***** DATA FOR THE TASK

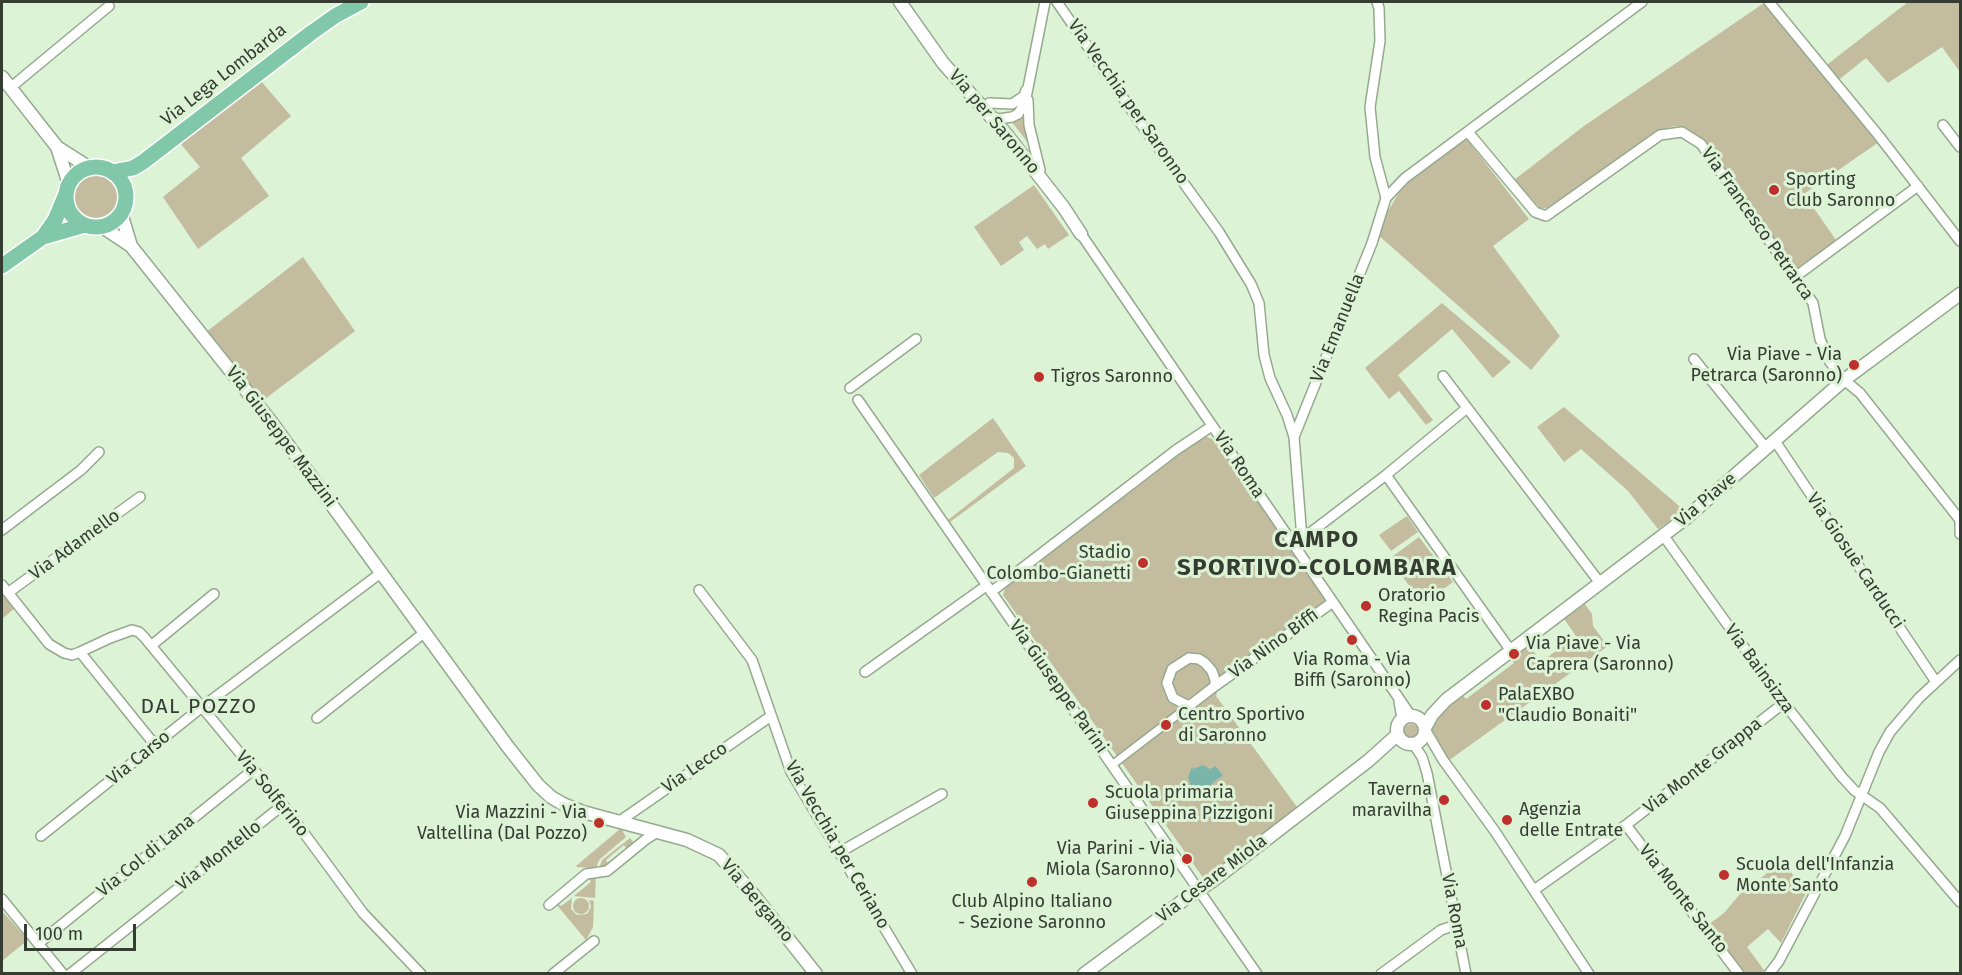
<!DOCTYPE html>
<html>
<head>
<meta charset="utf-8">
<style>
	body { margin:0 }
	#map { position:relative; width:1962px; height:975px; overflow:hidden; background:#ddf3d6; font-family:"Fira Sans",sans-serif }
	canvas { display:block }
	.frame { position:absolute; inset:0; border:3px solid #353d32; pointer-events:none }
	.scale { position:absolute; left:24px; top:924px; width:112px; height:27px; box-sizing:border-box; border:3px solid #353d32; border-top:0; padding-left:8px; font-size:18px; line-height:21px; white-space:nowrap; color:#353d32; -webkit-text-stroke:4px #ddf3d6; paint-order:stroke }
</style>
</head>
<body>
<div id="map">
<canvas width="1962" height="975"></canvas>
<div class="frame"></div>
<div class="scale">100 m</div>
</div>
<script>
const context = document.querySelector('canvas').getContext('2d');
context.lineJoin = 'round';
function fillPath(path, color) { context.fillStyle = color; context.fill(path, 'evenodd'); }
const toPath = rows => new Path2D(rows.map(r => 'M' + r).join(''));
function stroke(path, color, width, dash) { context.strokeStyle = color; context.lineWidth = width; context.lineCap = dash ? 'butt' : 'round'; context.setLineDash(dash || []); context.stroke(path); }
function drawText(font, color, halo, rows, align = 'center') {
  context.font = font + ' "Fira Sans",sans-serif'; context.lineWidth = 6; context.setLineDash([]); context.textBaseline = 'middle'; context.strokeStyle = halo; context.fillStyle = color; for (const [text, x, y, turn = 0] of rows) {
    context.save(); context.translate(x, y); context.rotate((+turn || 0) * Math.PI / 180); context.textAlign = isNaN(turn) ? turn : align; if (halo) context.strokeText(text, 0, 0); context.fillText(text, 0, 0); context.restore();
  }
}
fillPath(toPath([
	[1908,2,1960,2,1960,72,1942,47,1888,83,1866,58,1836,82,1824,67],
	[1764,3,1879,142,1804,194,1836,240,1796,269,1709,150,1687,129,1675,126,1659,130,1549,208,1540,208,1514,180,1584,126],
	[260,80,291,116,241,158,269,196,198,249,163,197,200,167,180,143],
	[1025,109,1029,144,1011,121],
	[1466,138,1529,219,1493,246,1560,336,1531,370,1377,234,1382,221,1399,193,1416,175],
	'73 198a23 23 0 1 1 46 0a23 23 0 1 1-46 0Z',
	[1034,185,1069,235,1048,249,1045,244,1037,249,1027,236,1019,242,1024,250,1001,266,974,227],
	[303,257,355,331,261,402,206,332],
	[1442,303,1511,362,1493,378,1452,329,1398,375,1433,420,1426,425,1399,391,1389,399,1365,368],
	[1564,407,1685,511,1658,529,1628,491,1581,449,1564,462,1537,427],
	[993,418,1026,466,950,522,948,520,1014,468,1014,458,1008,453,998,452,934,498,919,475],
	[1204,436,1215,440,1326,601,1220,677,1216,696,1297,807,1204,879,1003,595,1005,588],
	[1407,516,1418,532,1391,551,1379,535],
	[1419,537,1453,582,1423,604,1389,559],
	[4,594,15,608,2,619,2,596],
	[1585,604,1592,614,1593,626,1608,646,1448,761,1432,738,1431,728,1439,711,1462,694,1466,699,1514,663,1511,658,1529,645,1541,662,1576,636,1564,619],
	'1404 731a7 7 0 1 1 14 0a7 7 0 1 1-14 0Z',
	[621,828,626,837,599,860,596,868,577,867,576,866],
	[630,838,635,844,627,849,624,845,606,860,609,865,604,869,599,868,602,860],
	[1783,861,1806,893,1781,943,1768,929,1747,947,1764,970,1762,973,1746,973,1708,925,1724,913,1740,894],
	[596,875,595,898,574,896,591,882,588,878],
	[572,898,571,909,577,915,587,914,591,907,589,900,594,901,593,927,586,940,556,904,557,903,561,906],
	'573 906a8 8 0 1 1 16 0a8 8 0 1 1-16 0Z',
	[2,911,28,940,2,961]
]), '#c4bc9f');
fillPath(toPath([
	[1203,765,1210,769,1203,775,1215,766,1223,775,1200,793,1193,784,1191,786,1188,777,1192,767,1193,769]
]), '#7ab5ab');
const pedestrian = toPath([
	[1112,765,1189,706]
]);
const minor = toPath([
	[1057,2,1139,121,1219,232,1251,284,1259,303,1264,355,1270,378,1287,415,1294,437,1302,539,1294,545],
	[1377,2,1379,8,1380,41,1370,107,1375,157,1386,198],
	[1769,2,1879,136,1960,241],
	[10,88,109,6],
	[1028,100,1029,125,1040,170],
	[989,103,1012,104,1024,96,1026,90],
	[991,116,999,119,1012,117,1018,114,1025,103,1045,2],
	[1943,125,1960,147],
	[1468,132,1535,212,1546,216,1660,135,1682,132,1701,144,1813,303,1820,339,1830,362,1844,380,1860,393,1960,520],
	[1081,234,1411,716],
	[1795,277,1918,186],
	[1694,359,1766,448],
	[1443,376,1600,583],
	[850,388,916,339],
	[858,400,1257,974],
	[1294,437,1372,243,1386,198,1405,178,1642,2],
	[1775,441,1936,682],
	[1386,475,1511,651],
	[1960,519,1960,534],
	[2,530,81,470,99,452],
	[1663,535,1784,703,1842,777,1854,790,1880,808,1960,902],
	[1302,539,1386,475,1467,408],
	[2,585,49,644,64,653,72,655,80,652,110,638,132,630,139,632,144,637,287,810,363,913,421,974],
	[699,590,752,660,791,772,912,974],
	[9,592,140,497],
	[991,592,1176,450,1212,426],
	[152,645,214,594],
	[80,652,155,745],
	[1189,658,1199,659,1205,663,1212,671,1215,680,1215,686,1189,706,1173,698,1167,683,1172,669,1189,658],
	[865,672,986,586],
	[1215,686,1333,602],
	[1399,701,1402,719],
	[317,718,425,632],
	[1426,731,1443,760,1494,830,1589,974],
	[1414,745,1422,757,1427,773,1466,974],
	[620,821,771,716],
	[1626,825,1739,974],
	[41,836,202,707,382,572],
	[840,852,942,794],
	[1534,890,1626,825,1784,703],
	[2,899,63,974],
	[549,905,586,874,607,871,645,840,659,831],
	[39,943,253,770],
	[70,974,283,805],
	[553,974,594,941],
	[1381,974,1441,930,1456,925],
	[1769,974,1779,961,1845,836,1879,752,1890,732,1919,698,1960,660]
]);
const tertiary = toPath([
	[900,2,943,63,1007,135,1064,208,1081,234],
	[2,77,57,147,90,168],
	[57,147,69,184],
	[121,213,131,246],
	[101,226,131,246,272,423,508,747,538,785,551,797,563,804,583,812,687,840,719,855,752,893,816,974],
	'1397 730a14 14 0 1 1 28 0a14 14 0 1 1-28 0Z',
	[1425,728,1432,715,1446,700,1686,518,1844,380,1960,294],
	[1084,974,1185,899,1211,882,1368,761,1397,735]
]);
const primary = toPath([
	'66 197a30 30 0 1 1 60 0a30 30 0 1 1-60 0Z',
	[112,172,133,168,143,162,311,33,335,16,361,2],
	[43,237,55,220,66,194],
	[2,266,43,237,85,225]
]);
stroke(pedestrian, '#95a98f', 10);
stroke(minor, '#95a98f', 12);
stroke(tertiary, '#95a98f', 15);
stroke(primary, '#fff', 18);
stroke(pedestrian, '#fff', 7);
stroke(minor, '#fff', 9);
stroke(tertiary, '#fff', 12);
stroke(primary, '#81c8aa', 15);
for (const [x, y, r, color] of [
	[1774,190,6,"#be302b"],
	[1854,365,6,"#be302b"],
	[1039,377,6,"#be302b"],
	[1143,563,6,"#be302b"],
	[1366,606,6,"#be302b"],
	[1352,640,6,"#be302b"],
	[1514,654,6,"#be302b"],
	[1486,705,6,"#be302b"],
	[1166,725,6,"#be302b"],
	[1444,800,6,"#be302b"],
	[1093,803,6,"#be302b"],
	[1507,820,6,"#be302b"],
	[599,823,6,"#be302b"],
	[1187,859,6,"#be302b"],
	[1724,875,6,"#be302b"],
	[1032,882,6,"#be302b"]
]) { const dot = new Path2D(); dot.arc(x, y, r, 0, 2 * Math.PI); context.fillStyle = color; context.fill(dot); stroke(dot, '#ddf3d6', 2); }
drawText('18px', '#353d32', '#ddf3d6', [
	["Via Lega Lombarda",224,75,-38],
	["Via Vecchia per Saronno",1128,102,55],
	["Via per Saronno",994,122,50],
	["Via Francesco Petrarca",1757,224,55],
	["Via Emanuella",1338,328,-68],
	["Via Giuseppe Mazzini",281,437,53],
	["Via Roma",1239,465,56],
	["Via Piave",1706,500,-40],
	["Via Adamello",75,545,-36],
	["Via Giosuè Carducci",1855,561,56],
	["Via Nino Biffi",1274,644,-36],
	["Via Bainsizza",1759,669,54],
	["Via Giuseppe Parini",1058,687,55],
	["Via Carso",139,758,-39],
	["Via Monte Grappa",1703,766,-38],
	["Via Lecco",695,768,-35],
	["Via Solferino",272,794,51],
	["Via Vecchia per Ceriano",837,845,60],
	["Via Col di Lana",146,856,-39],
	["Via Montello",219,856,-38],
	["Via Cesare Miola",1212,879,-37],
	["Via Monte Santo",1683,899,52],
	["Via Bergamo",757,901,50],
	["Via Roma",1454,911,79]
]);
drawText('18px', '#353d32', '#ddf3d6', [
	["Sporting",1786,180],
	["Club Saronno",1786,201],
	["Via Piave - Via",1842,355,"right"],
	["Petrarca (Saronno)",1842,376,"right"],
	["Tigros Saronno",1051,377],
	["Stadio",1131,553,"right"],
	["Colombo-Gianetti",1131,574,"right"],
	["Oratorio",1378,596],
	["Regina Pacis",1378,617],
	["Via Piave - Via",1526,644],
	["Caprera (Saronno)",1526,665],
	["Via Roma - Via",1352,660,"center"],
	["Biffi (Saronno)",1352,681,"center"],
	["PalaEXBO",1498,695],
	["\"Claudio Bonaiti\"",1498,716],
	["Centro Sportivo",1178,715],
	["di Saronno",1178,736],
	["Taverna",1432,790,"right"],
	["maravilha",1432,811,"right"],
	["Scuola primaria",1105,793],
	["Giuseppina Pizzigoni",1105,814],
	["Agenzia",1519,810],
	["delle Entrate",1519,831],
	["Via Mazzini - Via",587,813,"right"],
	["Valtellina (Dal Pozzo)",587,834,"right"],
	["Via Parini - Via",1175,849,"right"],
	["Miola (Saronno)",1175,870,"right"],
	["Scuola dell'Infanzia",1736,865],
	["Monte Santo",1736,886],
	["Club Alpino Italiano",1032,902,"center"],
	["- Sezione Saronno",1032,923,"center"]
], 'left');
context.letterSpacing = '1.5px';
drawText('21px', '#353d32', '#ddf3d6', [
	["DAL POZZO",199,707]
]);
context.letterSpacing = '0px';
context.letterSpacing = '1.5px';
drawText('bold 24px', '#353d32', '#ddf3d6', [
	["CAMPO",1317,540],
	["SPORTIVO-COLOMBARA",1317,568]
]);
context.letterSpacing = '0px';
</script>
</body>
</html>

**********

» ACTION ITEM: Lines with the string "canvas" in the data above: say how many there are, giving the number alone.

» THE COMPLETED TASK: 3